A decision which expressly leaves open a question cannot obviously be an authority on the said question. The said question, which was so left open, now falls to be decided.

5. Conversely, the correctness of that decision does not call for any reconsideration in the present petition, for that is outside the scope of the question now raised before us.

6. This leads us to the considerations of the scope of a writ of habeas corpus. The nature of the writ of habeas corpus has been neatly summarized in Corpus Juris Secundum, Vol.39 at p. 424 thus:

"The writ of habeas corpus is a writ directed to the person detaining another, commanding him to produce the body of the prisoner at a designated time and place, with the day and cause of his caption and detention, to do, submit to, and receive whatsoever the Court or Judge awarding the writ all consider in that behalf."


Blackstone in his Commentaries said of this writ thus :

"It is a writ antecedent to statue, and throwing its roof deep into the genus of our common law......... It is perhaps the most important writ known to the constitutional law of England, affording as it does a swift and imperative remedy in all cased of illegal restraint or confinement. It is of immemorial antiquity, an instance of its use occurring in the thirty-third year of Edward I".

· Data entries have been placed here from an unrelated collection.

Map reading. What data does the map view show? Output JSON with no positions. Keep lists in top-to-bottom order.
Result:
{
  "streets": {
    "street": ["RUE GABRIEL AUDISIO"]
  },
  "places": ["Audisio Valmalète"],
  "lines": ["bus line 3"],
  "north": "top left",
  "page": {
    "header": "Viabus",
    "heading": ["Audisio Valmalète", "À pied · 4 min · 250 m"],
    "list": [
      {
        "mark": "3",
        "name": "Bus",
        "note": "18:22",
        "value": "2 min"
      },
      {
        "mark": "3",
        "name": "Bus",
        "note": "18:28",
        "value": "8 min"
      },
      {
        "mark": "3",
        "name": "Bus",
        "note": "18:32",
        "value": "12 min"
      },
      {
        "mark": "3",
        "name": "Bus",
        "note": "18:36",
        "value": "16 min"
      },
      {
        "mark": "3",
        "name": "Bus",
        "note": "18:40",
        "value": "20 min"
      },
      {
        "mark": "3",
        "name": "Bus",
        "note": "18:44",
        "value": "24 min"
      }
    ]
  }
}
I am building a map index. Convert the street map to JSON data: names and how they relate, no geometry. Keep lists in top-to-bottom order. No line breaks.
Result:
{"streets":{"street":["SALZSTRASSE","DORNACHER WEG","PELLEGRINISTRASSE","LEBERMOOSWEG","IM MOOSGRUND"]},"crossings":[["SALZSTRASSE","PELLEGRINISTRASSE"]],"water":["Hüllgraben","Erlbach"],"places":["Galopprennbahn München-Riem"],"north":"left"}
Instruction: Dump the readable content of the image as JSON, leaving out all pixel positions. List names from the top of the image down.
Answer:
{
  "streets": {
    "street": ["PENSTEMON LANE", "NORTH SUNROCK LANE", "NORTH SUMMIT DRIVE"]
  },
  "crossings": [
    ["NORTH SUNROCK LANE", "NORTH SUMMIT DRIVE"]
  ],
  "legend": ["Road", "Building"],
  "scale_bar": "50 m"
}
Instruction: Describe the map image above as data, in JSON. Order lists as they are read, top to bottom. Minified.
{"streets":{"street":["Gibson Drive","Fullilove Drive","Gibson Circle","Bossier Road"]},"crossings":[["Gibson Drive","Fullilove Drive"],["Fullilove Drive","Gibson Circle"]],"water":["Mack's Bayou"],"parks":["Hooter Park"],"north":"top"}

This writ has been described by John Marshall, C.J., as "a great constitutional privilege". An eminent Judge observed "there is no higher duty than to maintain unimpaired". It was described as a magna carta of British liberty. Heavy penalties are imposed on a Judge who wrongfully refuses to entertain an application for a writ of habeas corpus. The history of the writ is the history of the conflict between power and liberty. The writ provides a prompt and effective remedy against illegal restraints. It is inextricably inter-twined with the fundamental right of personal liberty. "Habeas Corpus" literally means "have his body". By this writ the Court can direct to have the body of the person detained to be brought before it in order to ascertain whether the detention is legal or illegal. Such is the predominant position of the writ in the Anglo-Saxon jurisprudence.

7. We need not go into the history of this writ in India , for it is now incorporated in Art. 226 and Art. 32 of the Constitution.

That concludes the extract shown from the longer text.